C’est une couverture stratégique. En exportant des modèles chinois à succès, VW atténue les risques d’offre excédentaire dans le pays. Elle tire parti de sa présence mondiale pour vendre des véhicules qui ont déjà fait leurs preuves à l’Est.

Les VW chinoises seront-elles construites en Allemagne ?

C’est la partie la plus délicate. L’optique.

VW sait à quoi cela ressemble. Des rumeurs font état de fermetures d’usines en Europe. Des emplois qui partent vers l’Est. La peur est réelle. Blume a donc ajouté une mise en garde cruciale.

Exportez d’abord. Testez l’eau. Si un modèle chinois se vend bien en Europe, alors envisagez de le construire en Europe.

« D’abord exporter, puis vérifier la réponse… nous planifierions soigneusement les segments dans lesquels nous pénétrerions, ce qui pourrait alors ouvrir la possibilité de construire n’importe lequel de ces modèles et de ces usines. »

C’est une bouée de sauvetage pour les usines européennes. Mais pas pour les petites voitures.

VW ne construira pas de petits véhicules électriques chinois bon marché à Wolfsburg. Les marges sont trop fines. Au lieu de cela, ils s’intéressent à des segments plus vastes et rentables. Pensez aux SUV haut de gamme. Pensez aux prolongateurs de portée.

L’ID.ERA 7X est un candidat de choix. C’est un SUV pleine grandeur. Un prolongateur de portée. C’est déjà un succès retentissant en Chine, se plaçant au sommet de sa catégorie.

Prolongateurs d’autonomie vs véhicules électriques purs : ce dont l’Europe a besoin

L’Europe hésite encore à l’égard des véhicules purement électriques. L’anxiété liée à la portée est réelle. L’infrastructure de recharge est inégale.

C’est là qu’interviennent les prolongateurs d’autonomie.

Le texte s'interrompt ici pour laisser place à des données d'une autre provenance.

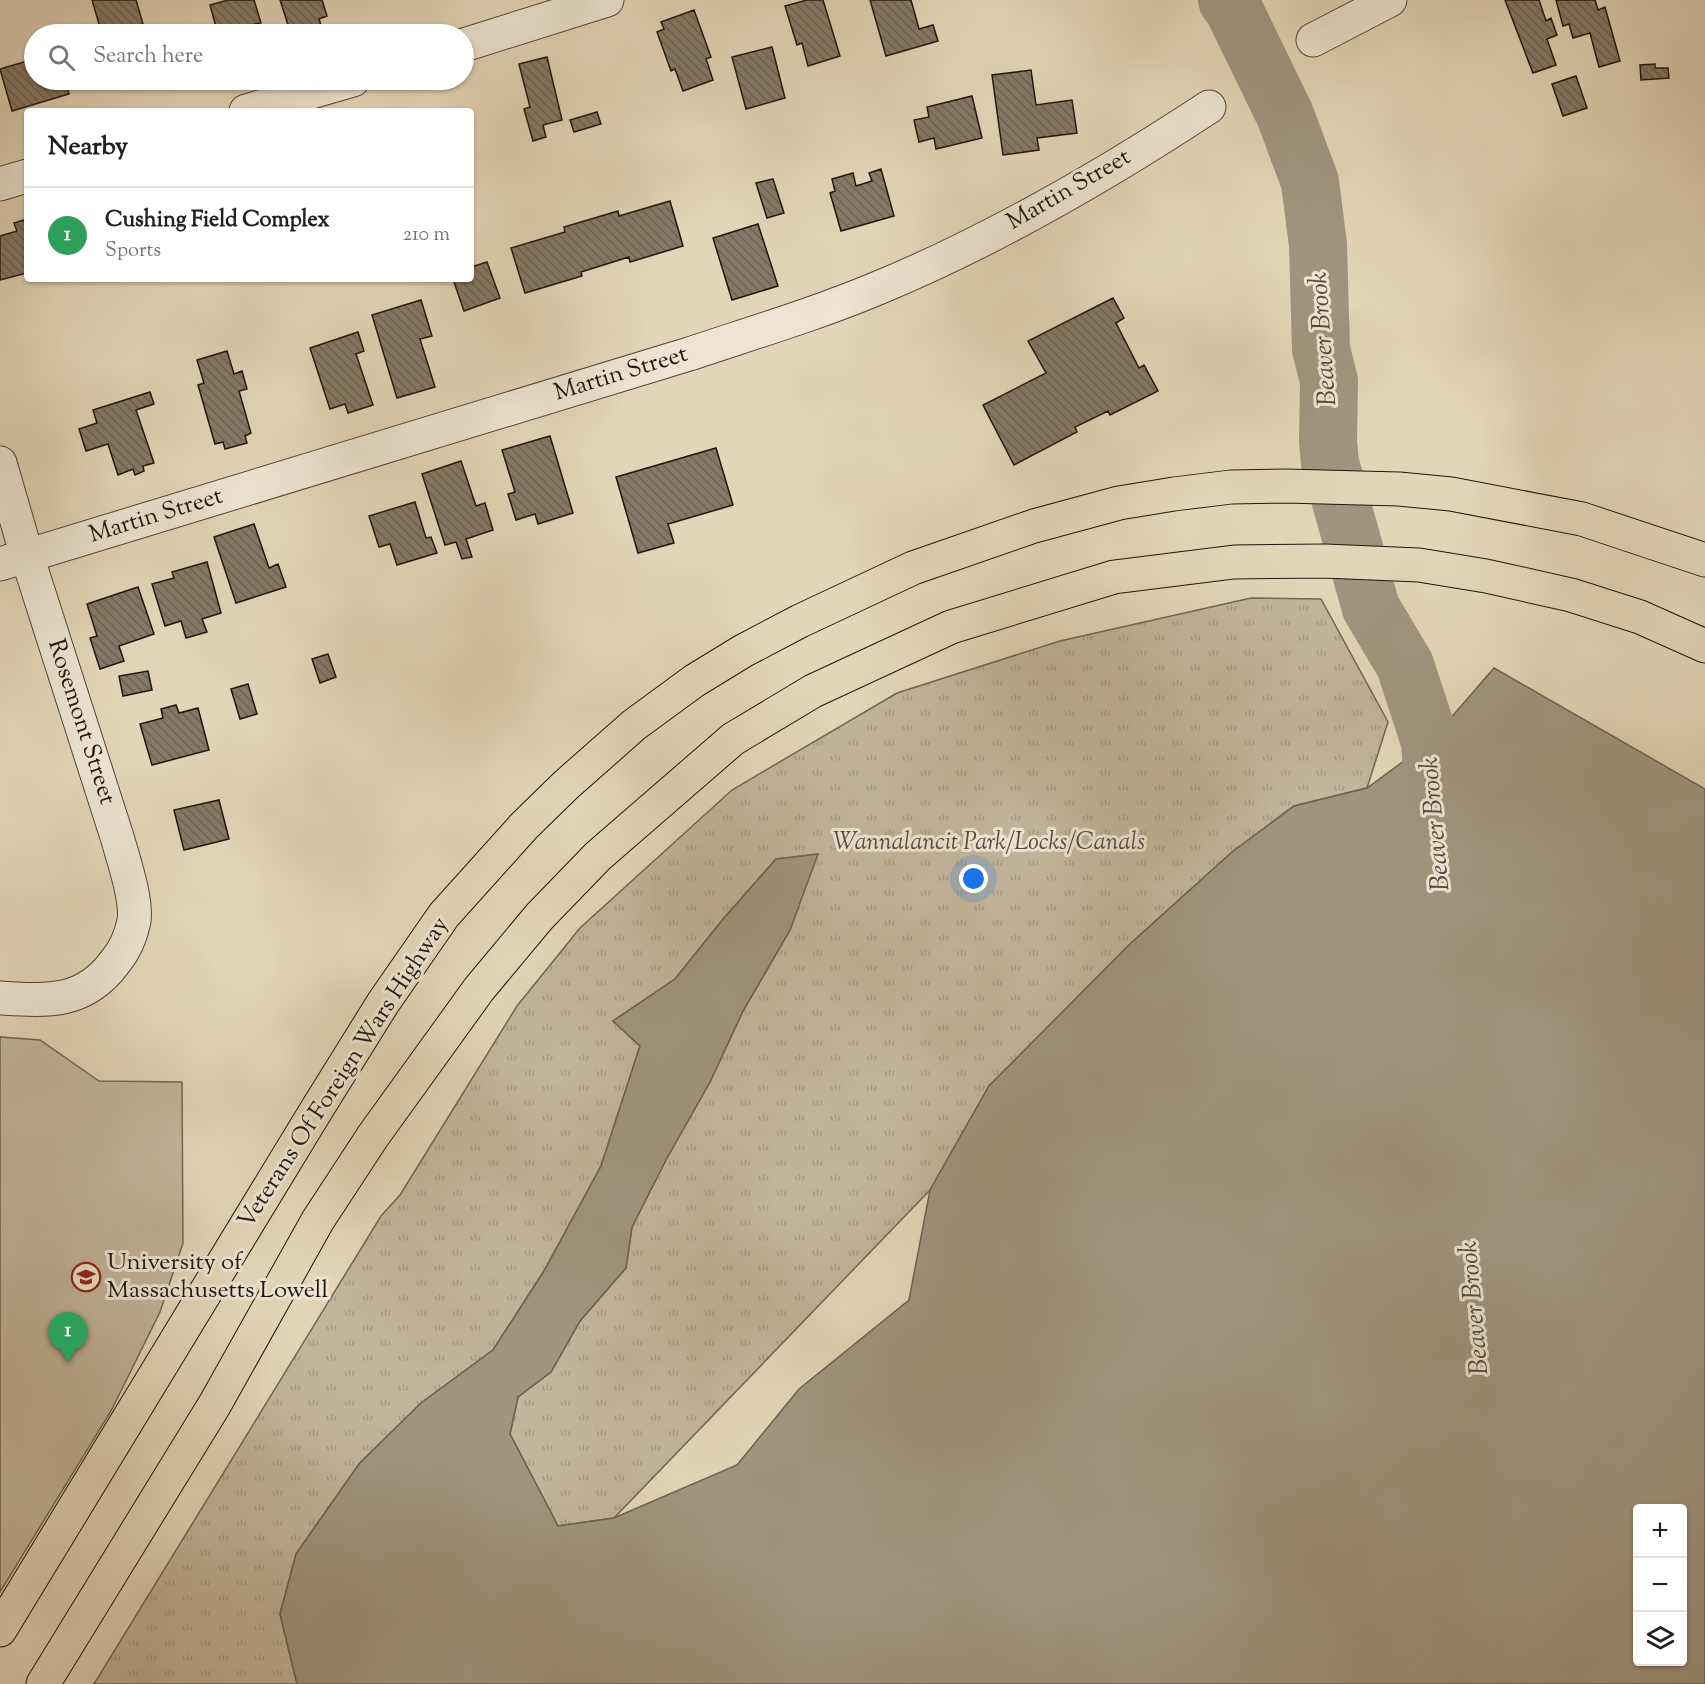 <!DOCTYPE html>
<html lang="en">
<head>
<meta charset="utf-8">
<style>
	body { margin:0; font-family:"Sorts Mill Goudy",serif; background:#f2f2f2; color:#202124 }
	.controls { position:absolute; right:18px; bottom:18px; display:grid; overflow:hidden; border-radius:6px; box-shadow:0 2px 4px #0004 }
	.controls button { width:54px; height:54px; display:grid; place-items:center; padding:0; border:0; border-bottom:2px solid #e0e0e0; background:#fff; color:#202124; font:30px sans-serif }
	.you { position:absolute; left:974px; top:879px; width:21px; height:21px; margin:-15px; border:4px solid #fff; border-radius:50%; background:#1a73e8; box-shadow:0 0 0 9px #1a73e833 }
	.badge { display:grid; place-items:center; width:39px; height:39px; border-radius:50%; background:#7c3aed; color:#fff; font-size:20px; font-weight:700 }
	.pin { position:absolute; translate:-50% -50px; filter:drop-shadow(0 2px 3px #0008) }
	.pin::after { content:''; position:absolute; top:32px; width:21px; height:18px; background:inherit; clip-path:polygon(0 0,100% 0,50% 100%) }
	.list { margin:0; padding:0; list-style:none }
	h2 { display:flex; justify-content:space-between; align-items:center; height:78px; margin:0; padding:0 24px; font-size:26px }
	h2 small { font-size:20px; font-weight:400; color:#757577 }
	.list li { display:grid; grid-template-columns:39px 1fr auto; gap:18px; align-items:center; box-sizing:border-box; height:96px; padding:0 24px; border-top:2px solid #e0e0e0 }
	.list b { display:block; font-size:22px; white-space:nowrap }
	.list p { margin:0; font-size:20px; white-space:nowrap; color:#757577 }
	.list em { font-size:20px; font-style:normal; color:#757577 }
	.icon { flex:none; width:33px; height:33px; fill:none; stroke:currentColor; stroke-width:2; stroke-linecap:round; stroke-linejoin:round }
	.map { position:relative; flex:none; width:1705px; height:1684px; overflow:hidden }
	.search { position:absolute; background:#fff; box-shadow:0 2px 4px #0004; left:24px; top:24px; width:450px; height:66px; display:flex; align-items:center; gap:15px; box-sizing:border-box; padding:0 21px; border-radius:33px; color:#757577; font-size:22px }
	.panel { position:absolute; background:#fff; box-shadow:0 2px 4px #0004; left:24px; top:108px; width:450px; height:174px; border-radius:6px }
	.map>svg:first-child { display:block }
	.grass { fill:#c3b49b; stroke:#716454; stroke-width:1.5 }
	.park { fill:url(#park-tufts); stroke:#716454; stroke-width:1.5 }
	.water { fill:#a1947e; stroke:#6d6151; stroke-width:1.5; fill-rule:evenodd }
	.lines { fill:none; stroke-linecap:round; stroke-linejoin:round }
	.river { stroke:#a1947e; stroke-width:58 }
	.building { fill:url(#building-back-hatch); stroke:#1f150d; stroke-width:1.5 }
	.minor-casing { stroke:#504538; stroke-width:35 }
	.tertiary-casing { stroke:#504538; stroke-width:35 }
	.primary-casing { stroke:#1f150d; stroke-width:35 }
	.minor { stroke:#ede4d1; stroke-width:33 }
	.tertiary { stroke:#ede4d1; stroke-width:33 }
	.primary { stroke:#e4d5b8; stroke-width:33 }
	.labels { text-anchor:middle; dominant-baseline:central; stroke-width:6; stroke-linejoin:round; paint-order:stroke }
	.street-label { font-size:24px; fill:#1f150d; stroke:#ede4d1 }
	.park-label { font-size:24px; font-style:italic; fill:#584d3f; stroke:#ede4d1 }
	.poi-label { font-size:24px; fill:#1f150d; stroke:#ede4d1; text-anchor:start }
	.water-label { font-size:26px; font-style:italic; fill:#53483a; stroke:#ede4d1 }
</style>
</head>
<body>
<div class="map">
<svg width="1705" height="1684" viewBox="0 0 1705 1684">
	<defs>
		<pattern id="park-tufts" width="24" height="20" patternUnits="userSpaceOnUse" patternTransform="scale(1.5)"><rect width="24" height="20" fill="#c3b49b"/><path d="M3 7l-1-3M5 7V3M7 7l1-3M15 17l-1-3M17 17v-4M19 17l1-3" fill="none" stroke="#a79a84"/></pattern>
		<pattern id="building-back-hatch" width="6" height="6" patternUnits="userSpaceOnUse" patternTransform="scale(1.5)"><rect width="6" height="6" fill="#857966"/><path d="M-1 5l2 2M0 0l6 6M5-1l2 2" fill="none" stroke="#6c6252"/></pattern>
	</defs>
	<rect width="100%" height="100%" fill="#e4d5b8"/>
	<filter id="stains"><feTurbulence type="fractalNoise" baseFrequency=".00333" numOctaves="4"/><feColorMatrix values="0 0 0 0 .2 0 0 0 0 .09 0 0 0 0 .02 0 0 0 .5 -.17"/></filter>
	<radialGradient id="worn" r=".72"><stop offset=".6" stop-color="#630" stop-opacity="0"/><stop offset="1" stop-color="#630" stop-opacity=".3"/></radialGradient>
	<path class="grass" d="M0 1037 40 1040 99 1081 182 1082 183 1243 160 1312 111 1411 0 1592Z"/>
	<path class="park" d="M1251 598 1321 599 1388 722 1367 788 1294 806 1232 852 1130 944 989 1086 930 1190 614 1518 558 1526 510 1434 518 1397 551 1372 580 1321 626 1268 632 1227 667 1158 710 1082 743 1011 790 930 817 855 776 859 724 918 675 979 613 1021 640 1046 601 1166 544 1271 493 1350 421 1403 359 1464 296 1554 280 1614 297 1684H94L381 1216 400 1195 517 1006 580 928 732 790 897 693 1060 641Z"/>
	<path class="water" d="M1494 668 1705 789V1684H297L280 1614 296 1554 359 1464 421 1403 493 1350 544 1271 601 1166 640 1046 613 1021 675 979 724 918 776 859 818 854 790 930 743 1011 710 1082 667 1158 632 1227 626 1268 580 1321 551 1372 518 1397 510 1434 558 1526 614 1518 737 1465 799 1389 909 1300 930 1190 989 1086 1130 944 1232 852 1294 806 1367 788 1430 742ZM1638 1508H1682V1662H1638Z"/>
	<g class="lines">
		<path class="river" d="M1227 0 1234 10 1285 115 1310 182 1318 245 1321 349 1329 381 1328 442 1330 463 1371 608 1405 665 1430 742 1436 823"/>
	</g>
	<path class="building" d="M92 0H136L143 24 110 34H102Z
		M228 0H254L261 23 250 25 253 34H218L210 5Z
		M280 0H322L327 16 319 19 324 34H291Z
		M807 0H823L840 56 808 66 802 43 797 45 785 6Z
		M870 0H911L919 29 933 25 938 41 886 56Z
		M1505 0H1539L1546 21 1551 18 1557 35 1547 39 1556 65 1533 73Z
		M1556 0H1595L1598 10 1605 7 1620 61 1599 67 1590 33 1573 38 1569 24 1563 26Z
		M694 10 711 57 706 59 713 80 683 91 675 69 671 71 657 32 664 29 661 22Z
		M772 47 785 98 746 109 732 57Z
		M547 57 562 120 543 125 546 137 533 141 524 109 530 107 519 64Z
		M34 59V80H65L69 94 12 111 0 69Z
		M1655 64V68H1668L1669 78 1641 80 1640 65Z
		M1031 70 1036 105 1072 100 1077 133 1037 138 1039 150 1003 155 992 75Z
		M1576 76 1587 108 1563 116 1552 84Z
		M972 96 982 138 936 149 934 138 919 142 914 120 929 117 927 107Z
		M597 112 601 124 574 132 570 120Z
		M881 169 894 216 841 231 830 193 835 191 832 179 853 173 856 186 872 181 869 173Z
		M773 179 784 213 767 218 756 183Z
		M670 201 683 246 630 262 629 257 581 272 582 276 525 293 511 248 565 232 564 227 618 211 619 216Z
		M27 219V273L0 280V236L17 231 14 223Z
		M758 224 778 286 732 300 713 238Z
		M487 262 500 298 464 311 453 279H471V267Z
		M1113 298 1124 318 1116 323 1139 368 1144 365 1158 391 1110 415 1108 411 1075 427 1077 432 1014 465 983 405 1046 373 1028 341Z
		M421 300 432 336 420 339 435 387 397 398 372 315Z
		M358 332 364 351 356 354 373 405 348 413 345 404 330 409 310 348Z
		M227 351 234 374 242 371 247 389 239 391 251 433 245 436 247 443 225 449 223 442 215 444 198 385 204 383 197 360Z
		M150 392 154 404 136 410 154 463 143 466 144 471 135 475 133 469 118 475 108 444 86 451 79 429 97 423 93 410Z
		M550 436 573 513 538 524 535 514 516 520 508 494 515 492 502 450Z
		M716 448 733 505 668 524 674 543 638 553 616 477Z
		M461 461 476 506 485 503 493 530 466 539 472 557 462 559 456 542 445 545 422 474Z
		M415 502 426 538 431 537 437 553 397 565 390 544 379 547 369 516Z
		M254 524 269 568 278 564 286 587 236 603 214 537Z
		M207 562 221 613 202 619 207 632 186 638 181 621 165 626 152 584 174 578 172 572Z
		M138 587 154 634 119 646 124 661 100 669 90 638 97 636 87 604Z
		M328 654 336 677 320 683 312 659Z
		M148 671 152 690 123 696 119 676Z
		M248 684 257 714 240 719 231 689Z
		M176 705 179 713 198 708 209 750 152 765 140 724 163 718 161 709Z
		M219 800 229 839 184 850 174 810Z"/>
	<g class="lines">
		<g class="minor-casing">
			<path id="minor" d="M464 45 607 0
				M246 111 353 80
				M0 184 27 176
				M0 463 27 556 118 840C124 862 137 899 134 921 131 936 125 950 115 962 84 1004 48 1001 0 998"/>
		</g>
		<g class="tertiary-casing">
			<path id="tertiary" d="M1313 40 1390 0
				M0 564 689 354C752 333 816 314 878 288 994 240 1104 176 1209 107"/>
		</g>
		<g class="primary-casing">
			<path id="primary" d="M0 1630 317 1109 383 1003 444 915 524 826 566 785 634 725 694 681 743 651 800 621 913 568 1034 526 1119 503 1174 494 1231 487 1285 486 1399 489 1451 494 1582 519 1705 560
				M43 1684 215 1404 318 1220 373 1136 479 989 539 917 598 856 733 739 813 691 951 627 1114 577 1234 562 1325 561 1419 565 1486 576 1571 595 1640 617 1705 646"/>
		</g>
		<use href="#minor" class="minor"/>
		<use href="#tertiary" class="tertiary"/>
		<use href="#primary" class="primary"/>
	</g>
	<defs>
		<g id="university-ring" transform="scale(1.5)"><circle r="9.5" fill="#ede4d1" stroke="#8f2418" stroke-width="1.5"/><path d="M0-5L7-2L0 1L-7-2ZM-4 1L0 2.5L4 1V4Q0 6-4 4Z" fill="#8f2418"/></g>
	</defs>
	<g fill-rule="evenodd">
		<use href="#university-ring" x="86" y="1277"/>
	</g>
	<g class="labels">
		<g class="street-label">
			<text transform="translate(1069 190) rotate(-30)">Martin Street</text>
			<text transform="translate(621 374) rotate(-17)">Martin Street</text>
			<text transform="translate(156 516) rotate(-17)">Martin Street</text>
			<text transform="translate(81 722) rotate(72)">Rosemont Street</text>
			<text transform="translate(344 1073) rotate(-57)">Veterans Of Foreign Wars Highway</text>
		</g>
		<g class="park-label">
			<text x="989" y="843">Wannalancit Park/Locks/Canals</text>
		</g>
		<g class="poi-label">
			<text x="107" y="1263">University of<tspan x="107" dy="28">Massachusetts Lowell</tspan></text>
		</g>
		<g class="water-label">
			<text transform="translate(1324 339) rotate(-94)">Beaver Brook</text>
			<text transform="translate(1436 824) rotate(-95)">Beaver Brook</text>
			<text transform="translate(1475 1308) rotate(-95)">Beaver Brook</text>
		</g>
	</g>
	<rect width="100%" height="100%" filter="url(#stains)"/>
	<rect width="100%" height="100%" fill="url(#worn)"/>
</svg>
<div class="controls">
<button>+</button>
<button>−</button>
<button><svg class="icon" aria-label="layers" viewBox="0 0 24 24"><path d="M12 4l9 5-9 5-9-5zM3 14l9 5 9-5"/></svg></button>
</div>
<div class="you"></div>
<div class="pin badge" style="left:68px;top:1362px;background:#2e9e5b">1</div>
<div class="search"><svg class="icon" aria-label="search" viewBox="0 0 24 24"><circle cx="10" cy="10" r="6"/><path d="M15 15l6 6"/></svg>Search here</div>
<section class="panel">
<h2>Nearby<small></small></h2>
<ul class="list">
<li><span class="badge" style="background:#2e9e5b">1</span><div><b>Cushing Field Complex</b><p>Sports</p></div><em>210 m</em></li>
</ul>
</section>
</div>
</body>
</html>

Ils roulent à l’électricité, mais sont équipés d’un petit moteur à essence pour produire de l’électricité. Aucune prise nécessaire pour les longs voyages. Pas de stress de charge. C’est le meilleur des deux mondes. Ou du moins, ce que souhaitent de nombreux acheteurs européens.

Blume a noté que ces véhicules pourraient répondre à la demande avant que l’interdiction des moteurs à combustion interne n’entre en vigueur.

Est-ce un compromis ? Peut être.

Mais c’est une affaire intelligente. VW utilise sa division chinoise pour innover. Là, on teste la technologie. Si cela fonctionne, cela l’amènera en Europe. Si le marché européen l’apprécie, il pourrait même le construire ici même.

La stratégie n’est pas parfaite. C’est compliqué. Cela implique une logistique complexe et une sensibilité politique. Mais c’est direct.

VW n’est plus seulement un constructeur automobile allemand. C’est mondial. Et si cela signifie vendre des technologies de fabrication chinoise aux Allemands, qu’il en soit ainsi.

Est-ce que ça marchera ? Seul le temps nous le dira.